1. Field of the Invention
This invention relates generally to optical and electronic bonding equipment and more particularly, to apparatus and methods for precisely locating the position of a lasing gap of a laser chip and correlating it with a feature on the chip.
2. Description of the Related Art
Precise alignment of surfaces in the placement of optoelectric components has received much attention. This is particularly true in VLSI circuit elements where the patterning of the circuit is microscopic or nearly microscopic. Many small components are typically bonded to these circuits. The problem with placing these small components with high precision i.e. within microns, is accurately locating and correlating the component and placement position. Also, the component must be moved to the exact placement position without error.

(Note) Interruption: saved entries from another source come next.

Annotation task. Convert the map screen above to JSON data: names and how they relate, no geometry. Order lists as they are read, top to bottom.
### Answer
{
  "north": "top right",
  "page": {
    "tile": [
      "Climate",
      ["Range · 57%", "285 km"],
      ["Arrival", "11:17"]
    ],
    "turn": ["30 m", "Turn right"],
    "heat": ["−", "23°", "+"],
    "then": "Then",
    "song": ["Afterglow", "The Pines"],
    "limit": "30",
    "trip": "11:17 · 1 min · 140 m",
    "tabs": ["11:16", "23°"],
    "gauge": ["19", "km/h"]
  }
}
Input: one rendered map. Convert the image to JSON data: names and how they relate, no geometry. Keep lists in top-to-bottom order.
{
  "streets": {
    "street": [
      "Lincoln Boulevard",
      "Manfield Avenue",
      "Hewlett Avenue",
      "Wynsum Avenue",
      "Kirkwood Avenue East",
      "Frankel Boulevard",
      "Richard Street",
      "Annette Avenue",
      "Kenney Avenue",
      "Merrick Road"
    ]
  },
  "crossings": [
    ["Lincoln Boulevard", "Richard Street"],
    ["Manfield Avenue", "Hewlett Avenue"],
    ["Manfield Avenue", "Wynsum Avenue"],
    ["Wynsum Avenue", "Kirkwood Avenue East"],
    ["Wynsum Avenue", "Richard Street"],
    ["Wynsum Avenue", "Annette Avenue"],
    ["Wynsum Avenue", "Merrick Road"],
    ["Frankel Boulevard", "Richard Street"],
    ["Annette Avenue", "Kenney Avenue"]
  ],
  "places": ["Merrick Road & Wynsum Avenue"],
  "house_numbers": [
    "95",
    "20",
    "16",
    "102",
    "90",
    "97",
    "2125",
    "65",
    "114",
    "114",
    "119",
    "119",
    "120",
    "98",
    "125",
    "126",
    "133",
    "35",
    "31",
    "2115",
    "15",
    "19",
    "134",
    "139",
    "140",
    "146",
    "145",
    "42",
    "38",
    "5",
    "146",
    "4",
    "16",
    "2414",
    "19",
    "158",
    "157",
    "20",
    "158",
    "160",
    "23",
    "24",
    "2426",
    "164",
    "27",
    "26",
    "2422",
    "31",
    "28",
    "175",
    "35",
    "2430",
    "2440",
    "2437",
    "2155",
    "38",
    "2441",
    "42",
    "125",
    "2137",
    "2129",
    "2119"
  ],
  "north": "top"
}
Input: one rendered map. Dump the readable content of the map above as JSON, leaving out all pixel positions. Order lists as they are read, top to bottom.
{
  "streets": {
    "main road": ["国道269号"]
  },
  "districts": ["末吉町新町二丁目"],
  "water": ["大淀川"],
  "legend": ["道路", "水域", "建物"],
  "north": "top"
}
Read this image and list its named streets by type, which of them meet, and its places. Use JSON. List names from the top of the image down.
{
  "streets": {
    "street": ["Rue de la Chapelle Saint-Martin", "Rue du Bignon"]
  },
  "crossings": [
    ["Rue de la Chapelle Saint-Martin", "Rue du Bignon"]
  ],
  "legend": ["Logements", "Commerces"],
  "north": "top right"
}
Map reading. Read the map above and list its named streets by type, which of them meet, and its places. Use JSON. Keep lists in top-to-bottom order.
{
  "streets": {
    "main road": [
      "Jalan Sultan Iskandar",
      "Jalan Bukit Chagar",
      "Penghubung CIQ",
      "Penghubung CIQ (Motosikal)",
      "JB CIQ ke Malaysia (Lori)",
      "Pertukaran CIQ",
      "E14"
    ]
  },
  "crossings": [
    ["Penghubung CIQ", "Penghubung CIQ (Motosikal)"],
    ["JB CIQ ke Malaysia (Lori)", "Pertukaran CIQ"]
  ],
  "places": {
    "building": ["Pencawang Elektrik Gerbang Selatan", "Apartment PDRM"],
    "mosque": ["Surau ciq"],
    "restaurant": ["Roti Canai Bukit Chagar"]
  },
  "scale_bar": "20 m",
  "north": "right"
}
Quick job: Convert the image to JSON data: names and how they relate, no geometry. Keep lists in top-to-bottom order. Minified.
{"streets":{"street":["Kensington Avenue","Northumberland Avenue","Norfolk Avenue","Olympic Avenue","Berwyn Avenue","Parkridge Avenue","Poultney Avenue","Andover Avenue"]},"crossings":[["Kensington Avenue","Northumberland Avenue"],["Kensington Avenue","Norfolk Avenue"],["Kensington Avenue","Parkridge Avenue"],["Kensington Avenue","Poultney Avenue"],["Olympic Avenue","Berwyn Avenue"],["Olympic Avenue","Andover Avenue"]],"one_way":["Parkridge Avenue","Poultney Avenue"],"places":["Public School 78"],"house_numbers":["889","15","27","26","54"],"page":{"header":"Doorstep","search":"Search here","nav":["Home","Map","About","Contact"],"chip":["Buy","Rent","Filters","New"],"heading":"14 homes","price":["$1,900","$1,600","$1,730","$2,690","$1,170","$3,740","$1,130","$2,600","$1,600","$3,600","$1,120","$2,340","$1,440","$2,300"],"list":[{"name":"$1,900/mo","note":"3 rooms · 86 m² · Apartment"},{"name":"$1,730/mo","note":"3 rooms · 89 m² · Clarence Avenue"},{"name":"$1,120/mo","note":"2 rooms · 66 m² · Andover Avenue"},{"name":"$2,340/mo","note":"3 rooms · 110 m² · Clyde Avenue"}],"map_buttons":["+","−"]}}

In a typical lightwave application, the output of a semiconductor laser chip is coupled to an optical transmission line such as an optical fiber or waveguide. Often a ball lens is used to optimize coupling between the laser and the fiber. If low coupling efficiencies are acceptable, current precision assembly equipment and conventional alignment techniques can be used. See, for example, U.S. Pat. No. 4,899,921 to Bendat et al. If, however, highly precise alignment is required for greatest coupling efficiency, then current practice dictates that active alignment be used. This is performed by fixturing one element, e.g. the laser/ball lens assembly, energizing the laser, and moving the fiber around until the greatest output is realized. This is an imprecise and time consuming process that limits the range of automated solutions because of its complexity. Accordingly, a need exists for a method and apparatus which can achieve a highly precise alignment in a manner that is less time consuming and is conducive to large scale automation.